Basics Flashcards
what are 4 different types of data in python?
str = string
int = integer
float = number with decimal values
bool = boolean, True or False
Can a list contain different types of data?
Yes
With what starting number are lists indexed?
zero going forward
-1 starting from the end of the list
List slicing syntax, e.g. 1:3. Is the 3 included?
start : end
No, the end is not included
What happens if you don’t specify the start or end of a list when list slicing?
e.g. mylist[:4] or mylist[2:]
If don’t specify start, it starts at index zero
If don’t specify end, includes the start and rest of the list
x = [2, 3, 4]
y = x
y[0] = 1
How do you prevent the first element changing to 1 in the original list x?
Instead of y=x, use y=list(x) or y=x[:]. Then changes to y will not affect x.
Can a numpy array contain elements with different types?
No. If you try, some of the elements’ types are changed to end up with a homogenous list (type coersion)
Create a 2D NumPy Array
How are rows and columns indexed in a 2D NumPy Array?
How do you subset a 2D NumPy Array?
np_2d = np.array([[1, 2, 3, 4],
[5, 6, 7, 8]])
Both rows and columns are indexed starting at 0 from the top left corner.

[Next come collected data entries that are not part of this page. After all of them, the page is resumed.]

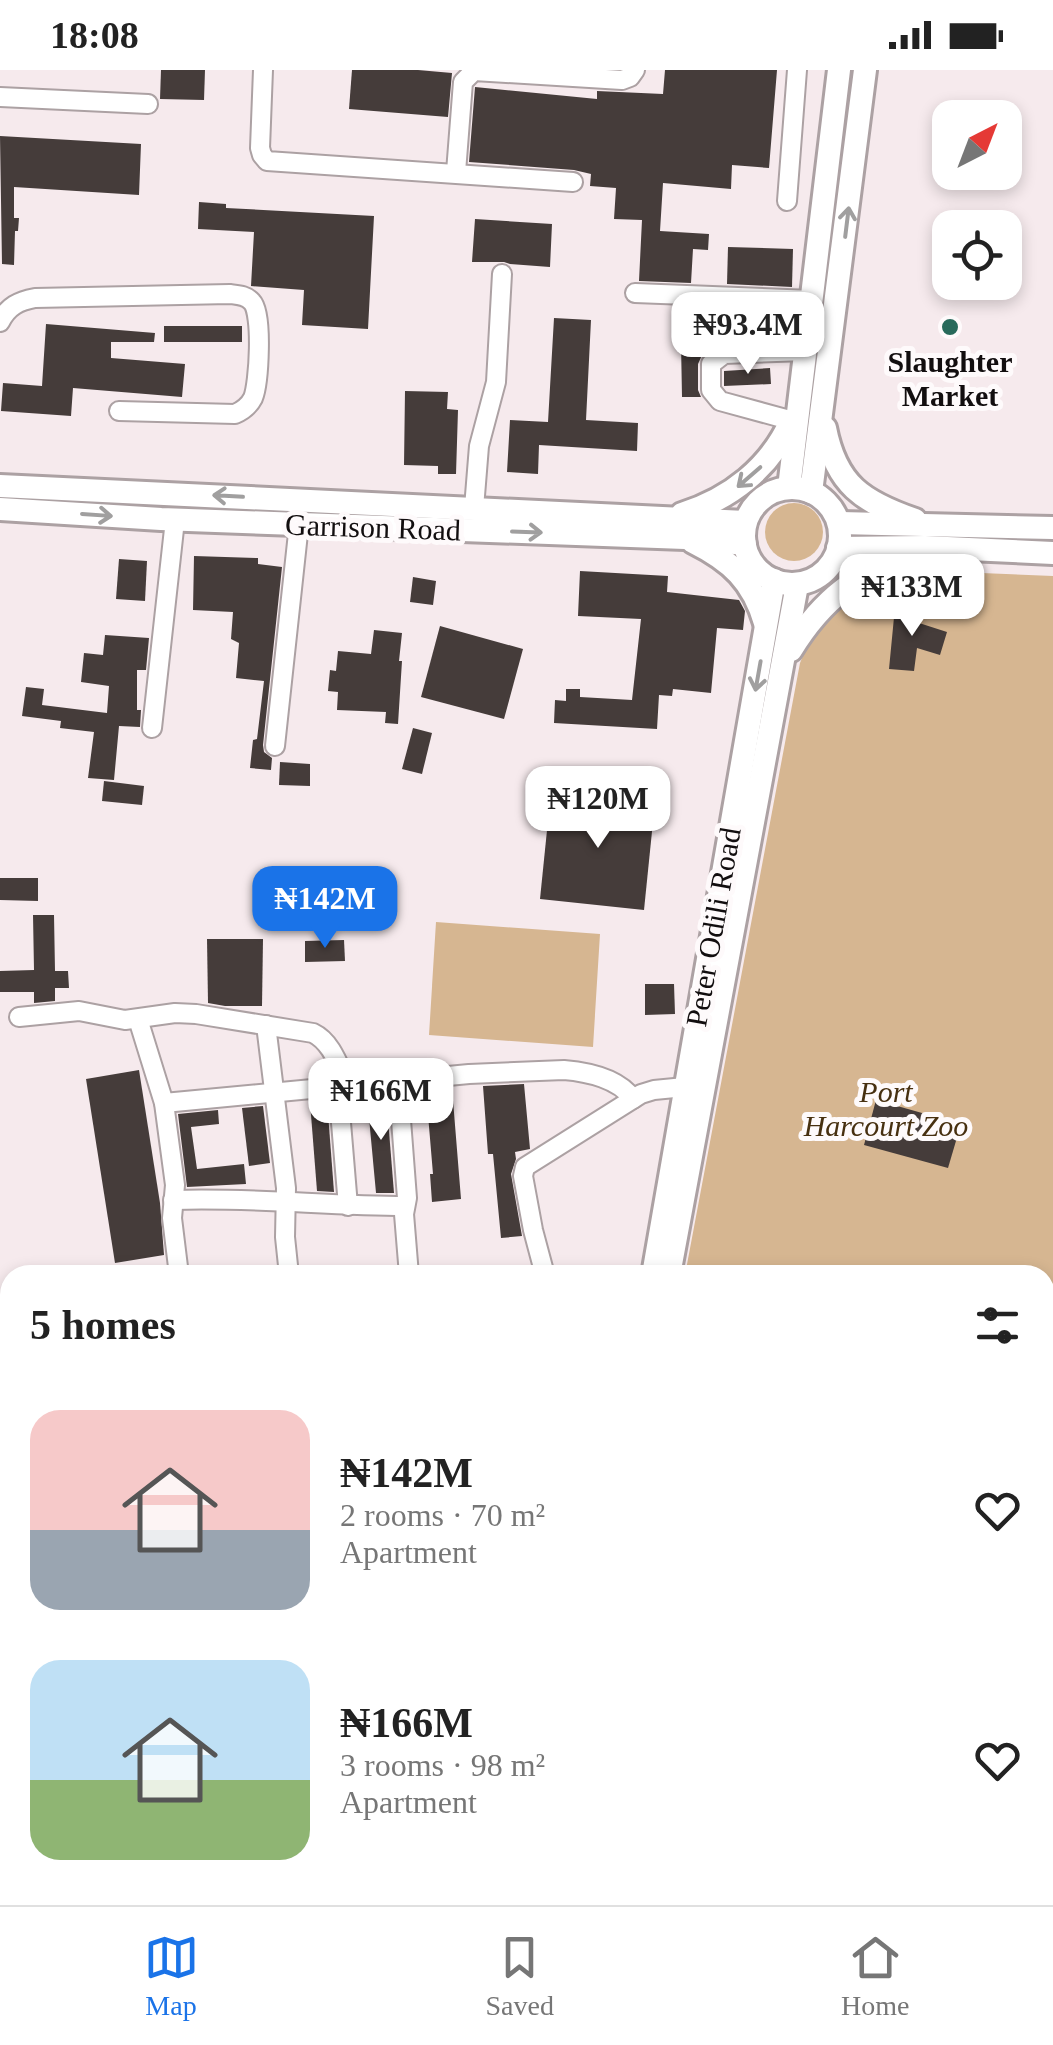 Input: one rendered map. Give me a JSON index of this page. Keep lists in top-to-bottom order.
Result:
{
  "streets": {
    "main road": ["Garrison Road", "Peter Odili Road"]
  },
  "crossings": [
    ["Garrison Road", "Peter Odili Road"]
  ],
  "parks": ["Port Harcourt Zoo"],
  "places": ["Slaughter Market"],
  "north": "top right",
  "page": {
    "status": "18:08",
    "price": [
      "₦93.4M",
      "₦133M",
      "₦120M",
      "₦142M",
      "₦166M"
    ],
    "heading": "5 homes",
    "list": [
      {
        "name": "₦142M",
        "note": "2 rooms · 70 m² · Apartment"
      },
      {
        "name": "₦166M",
        "note": "3 rooms · 98 m² · Apartment"
      }
    ],
    "tabs": ["Map", "Saved", "Home"]
  }
} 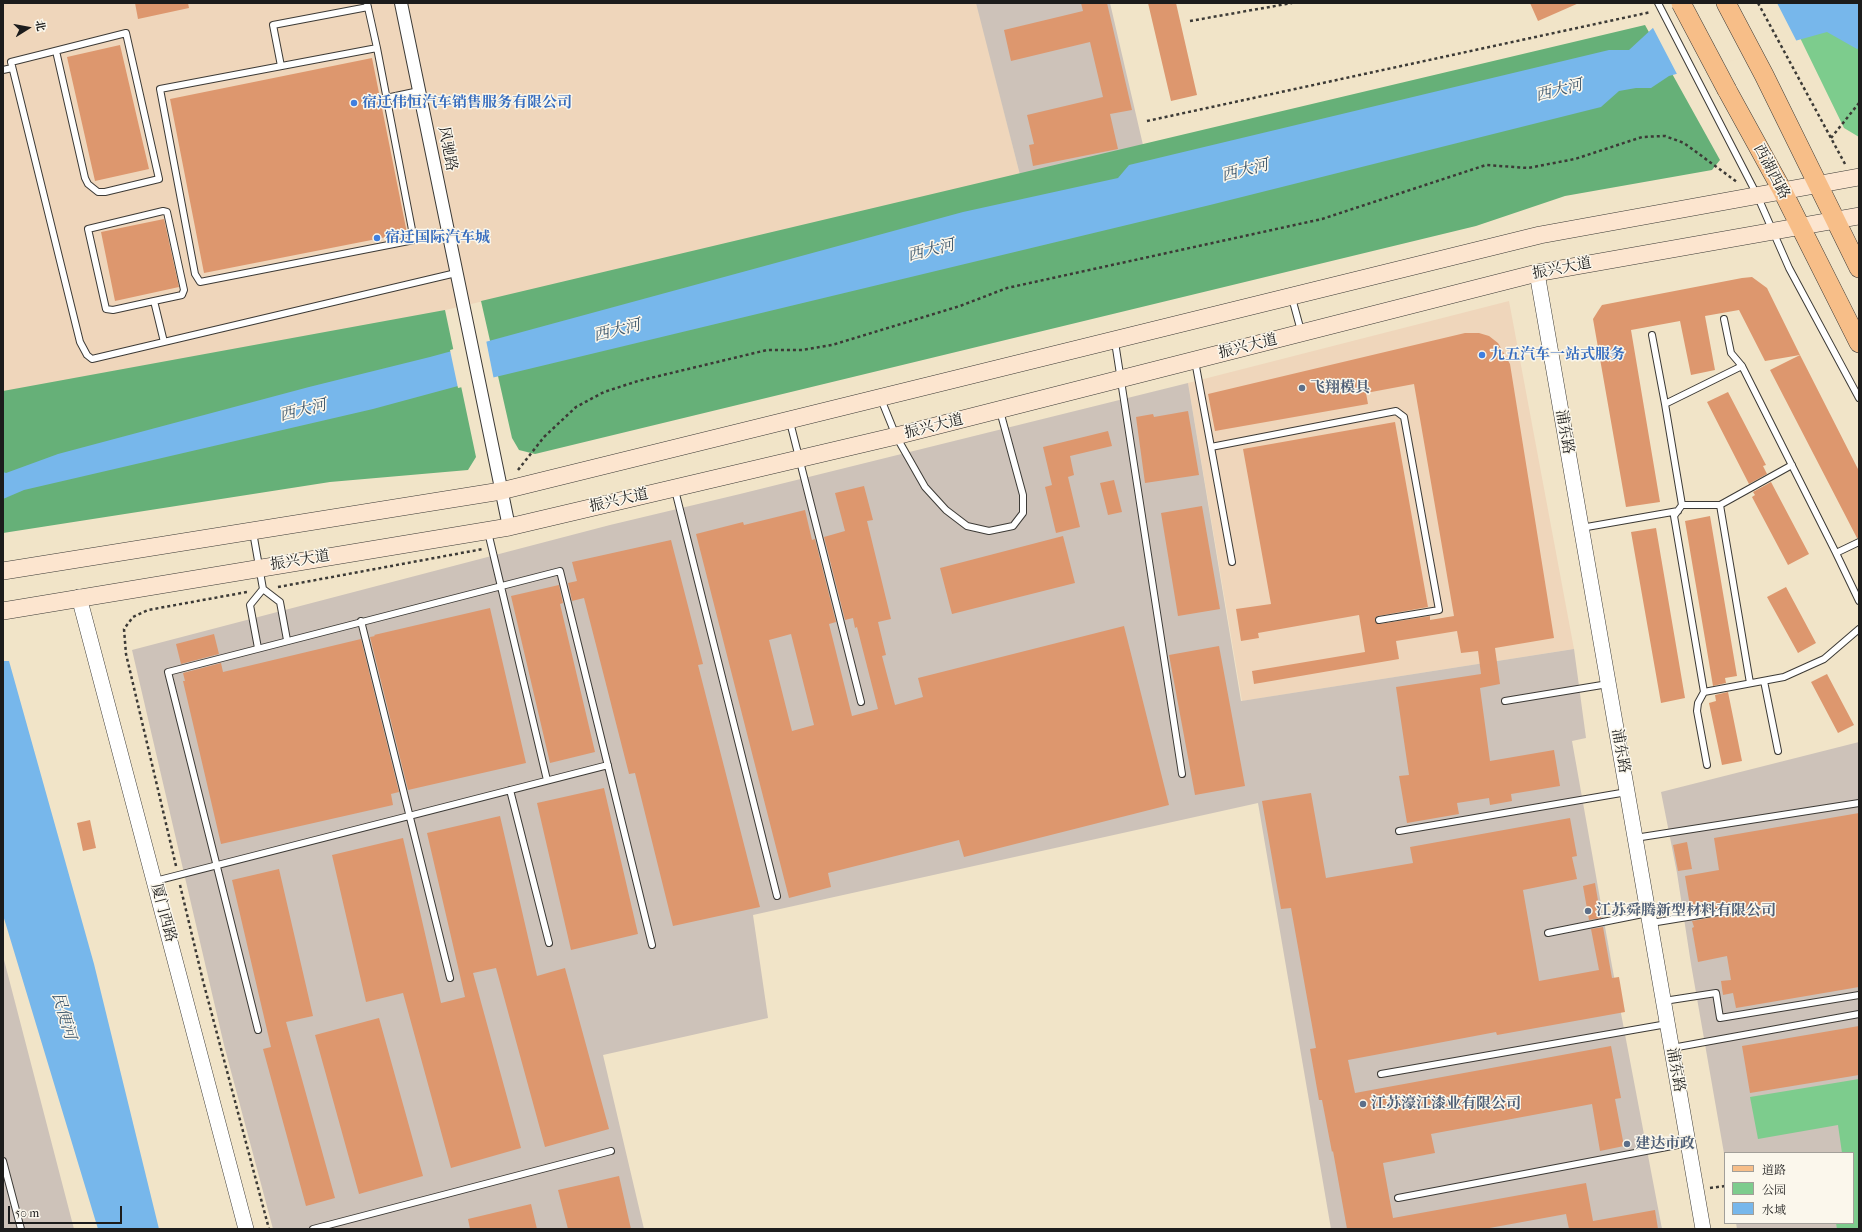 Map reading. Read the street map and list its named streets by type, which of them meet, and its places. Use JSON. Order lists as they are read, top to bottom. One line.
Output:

np_2d[0,2] or np_2d[0][2]: the first number is the row and the second the column
np_heights = array([191, 184, 185])
np_positions = array([‘GK’, ‘M’, ‘A’])
gk_heights = np_heights[np_positions == ‘GK’]
What will the gk_heights array contain?
It will contain 191.
np_positions == ‘GK’ creates a boolean array. Using it to index np_heights causes the program to return heights that correspond to “True” values in the boolean array
How do you make an x, y line plot?
Use matplotlib
import matplotlib.pyplot as plt
year = [1950, 1970, 1990, 2010]
pop = [2.5, 3.7, 5.3, 7.0]
plt. plot(year, pop)
plt. show()
Note that need plt.show() to see the chart
How do you create a scatter plot?
import matplotlib.pyplot as plt
year = [1950, 1970, 1990, 2010]
pop = [2.5, 3.7, 5.3, 7.0]
plt. scatter(year, pop)
plt. show()
Note that need plt.show() to see the chart
How do you make a histogram?
import matplotlib.pyplot as plt
values = [1, 2, 3, 4]
plt. hist(values, bins=2)
plt. show()
Note that bins is the number of bars you want the data to be divided into. The program automatically calculates appropriate boundaries for your data.
How do you “clean up” a plot to start afresh?
plot.clf()
How do you add names to a plot’s axes when using matplotlib.pyplot?
How do you add a title?
plt. xlabel(‘label1’)
plt. ylabel(‘label2’)
plt. title(‘title’)
How do you specify the numbers or ticks to display on an axis?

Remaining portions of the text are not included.